:: Materials provided ::
───

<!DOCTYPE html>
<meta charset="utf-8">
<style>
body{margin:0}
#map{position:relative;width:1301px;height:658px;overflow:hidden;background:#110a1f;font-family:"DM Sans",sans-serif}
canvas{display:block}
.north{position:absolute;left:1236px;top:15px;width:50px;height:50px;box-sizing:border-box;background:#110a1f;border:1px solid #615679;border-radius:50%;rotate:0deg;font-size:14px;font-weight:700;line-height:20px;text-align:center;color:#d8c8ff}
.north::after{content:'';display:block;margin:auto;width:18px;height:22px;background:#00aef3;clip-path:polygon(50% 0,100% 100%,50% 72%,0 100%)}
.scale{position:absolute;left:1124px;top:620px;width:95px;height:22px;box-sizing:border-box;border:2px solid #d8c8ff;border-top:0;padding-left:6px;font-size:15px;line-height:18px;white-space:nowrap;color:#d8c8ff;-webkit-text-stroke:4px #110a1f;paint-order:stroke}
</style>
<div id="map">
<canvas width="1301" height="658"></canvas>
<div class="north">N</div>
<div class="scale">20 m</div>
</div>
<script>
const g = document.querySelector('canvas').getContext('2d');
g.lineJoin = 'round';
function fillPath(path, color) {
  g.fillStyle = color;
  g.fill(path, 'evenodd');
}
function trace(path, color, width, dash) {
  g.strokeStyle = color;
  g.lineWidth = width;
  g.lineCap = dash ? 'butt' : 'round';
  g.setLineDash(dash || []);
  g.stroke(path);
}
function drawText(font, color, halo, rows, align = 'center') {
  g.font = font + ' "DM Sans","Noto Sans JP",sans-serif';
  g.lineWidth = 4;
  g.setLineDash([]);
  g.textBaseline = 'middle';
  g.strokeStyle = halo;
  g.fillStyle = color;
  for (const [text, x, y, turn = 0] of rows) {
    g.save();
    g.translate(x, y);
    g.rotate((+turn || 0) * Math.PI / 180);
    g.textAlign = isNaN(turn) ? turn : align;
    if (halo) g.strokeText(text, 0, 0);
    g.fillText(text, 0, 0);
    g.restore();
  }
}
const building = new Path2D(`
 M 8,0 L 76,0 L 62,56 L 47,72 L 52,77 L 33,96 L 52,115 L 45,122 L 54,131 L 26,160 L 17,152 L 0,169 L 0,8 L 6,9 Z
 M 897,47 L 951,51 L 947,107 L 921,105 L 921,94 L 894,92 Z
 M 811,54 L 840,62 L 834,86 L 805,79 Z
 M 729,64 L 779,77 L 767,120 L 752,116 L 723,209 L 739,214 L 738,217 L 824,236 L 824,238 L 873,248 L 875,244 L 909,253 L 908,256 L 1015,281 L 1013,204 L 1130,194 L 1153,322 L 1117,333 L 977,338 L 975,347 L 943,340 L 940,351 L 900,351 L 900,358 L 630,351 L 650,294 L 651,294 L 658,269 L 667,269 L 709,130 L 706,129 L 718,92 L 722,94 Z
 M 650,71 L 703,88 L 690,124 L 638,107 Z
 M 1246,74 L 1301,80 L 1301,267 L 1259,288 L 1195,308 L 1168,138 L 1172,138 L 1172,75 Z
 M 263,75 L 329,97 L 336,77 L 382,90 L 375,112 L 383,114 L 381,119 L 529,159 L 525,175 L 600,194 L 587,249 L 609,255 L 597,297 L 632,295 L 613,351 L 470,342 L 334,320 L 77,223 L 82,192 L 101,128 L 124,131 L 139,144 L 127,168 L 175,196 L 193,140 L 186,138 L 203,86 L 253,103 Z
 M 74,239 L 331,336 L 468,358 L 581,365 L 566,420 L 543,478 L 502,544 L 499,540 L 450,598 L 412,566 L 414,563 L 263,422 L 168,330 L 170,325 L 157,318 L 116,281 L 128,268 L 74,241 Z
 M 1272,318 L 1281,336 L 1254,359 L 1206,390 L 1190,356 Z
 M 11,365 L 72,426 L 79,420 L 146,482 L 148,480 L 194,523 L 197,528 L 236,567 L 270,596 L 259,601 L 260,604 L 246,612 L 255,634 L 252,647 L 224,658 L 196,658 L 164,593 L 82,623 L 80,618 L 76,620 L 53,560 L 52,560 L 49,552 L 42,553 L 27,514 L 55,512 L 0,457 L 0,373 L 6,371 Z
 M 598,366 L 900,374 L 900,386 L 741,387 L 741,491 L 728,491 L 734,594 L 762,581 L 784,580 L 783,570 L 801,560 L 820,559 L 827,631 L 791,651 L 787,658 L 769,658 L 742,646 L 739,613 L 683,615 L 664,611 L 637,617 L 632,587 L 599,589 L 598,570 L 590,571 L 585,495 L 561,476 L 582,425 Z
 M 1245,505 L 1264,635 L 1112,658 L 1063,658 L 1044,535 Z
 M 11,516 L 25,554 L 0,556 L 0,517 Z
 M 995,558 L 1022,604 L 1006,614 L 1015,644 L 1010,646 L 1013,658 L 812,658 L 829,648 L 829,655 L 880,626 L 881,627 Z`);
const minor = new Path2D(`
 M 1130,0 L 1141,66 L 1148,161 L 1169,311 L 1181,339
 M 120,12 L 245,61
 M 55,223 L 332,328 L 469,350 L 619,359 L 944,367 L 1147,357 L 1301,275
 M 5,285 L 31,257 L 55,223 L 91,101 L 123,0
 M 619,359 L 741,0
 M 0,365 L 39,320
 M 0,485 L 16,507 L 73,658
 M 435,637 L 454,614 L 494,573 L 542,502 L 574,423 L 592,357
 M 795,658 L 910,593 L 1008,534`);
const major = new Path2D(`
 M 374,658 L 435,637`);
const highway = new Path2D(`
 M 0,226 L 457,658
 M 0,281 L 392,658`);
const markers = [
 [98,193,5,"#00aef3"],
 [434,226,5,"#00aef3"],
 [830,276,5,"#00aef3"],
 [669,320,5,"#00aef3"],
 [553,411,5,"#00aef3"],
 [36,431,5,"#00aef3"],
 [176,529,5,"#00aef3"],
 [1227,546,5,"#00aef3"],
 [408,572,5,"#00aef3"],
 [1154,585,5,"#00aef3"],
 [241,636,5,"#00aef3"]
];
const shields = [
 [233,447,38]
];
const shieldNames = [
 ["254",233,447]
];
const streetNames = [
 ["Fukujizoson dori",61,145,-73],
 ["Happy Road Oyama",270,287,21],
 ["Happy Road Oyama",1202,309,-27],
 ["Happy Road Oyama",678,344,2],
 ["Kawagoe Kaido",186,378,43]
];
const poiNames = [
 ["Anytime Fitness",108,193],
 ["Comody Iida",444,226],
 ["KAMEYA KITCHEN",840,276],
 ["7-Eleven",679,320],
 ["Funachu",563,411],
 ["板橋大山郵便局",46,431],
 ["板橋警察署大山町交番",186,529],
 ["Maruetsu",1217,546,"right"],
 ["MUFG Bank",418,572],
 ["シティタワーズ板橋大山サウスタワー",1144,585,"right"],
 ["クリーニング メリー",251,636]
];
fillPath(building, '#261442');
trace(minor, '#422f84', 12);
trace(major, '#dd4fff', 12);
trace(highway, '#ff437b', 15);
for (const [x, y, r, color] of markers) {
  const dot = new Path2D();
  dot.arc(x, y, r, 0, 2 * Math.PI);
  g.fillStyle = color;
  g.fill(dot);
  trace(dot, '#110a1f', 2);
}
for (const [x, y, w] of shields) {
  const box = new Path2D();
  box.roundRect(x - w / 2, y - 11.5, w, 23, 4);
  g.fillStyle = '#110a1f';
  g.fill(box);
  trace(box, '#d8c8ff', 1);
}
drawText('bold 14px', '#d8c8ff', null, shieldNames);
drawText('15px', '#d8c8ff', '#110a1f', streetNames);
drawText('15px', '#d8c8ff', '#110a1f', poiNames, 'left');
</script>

───

:: Your objective ::
From the line containing "for (const [x, y, w]" to the final line above, output everything. Change nothing and add nothing.

:: Task result ::
for (const [x, y, w] of shields) {
  const box = new Path2D();
  box.roundRect(x - w / 2, y - 11.5, w, 23, 4);
  g.fillStyle = '#110a1f';
  g.fill(box);
  trace(box, '#d8c8ff', 1);
}
drawText('bold 14px', '#d8c8ff', null, shieldNames);
drawText('15px', '#d8c8ff', '#110a1f', streetNames);
drawText('15px', '#d8c8ff', '#110a1f', poiNames, 'left');
</script>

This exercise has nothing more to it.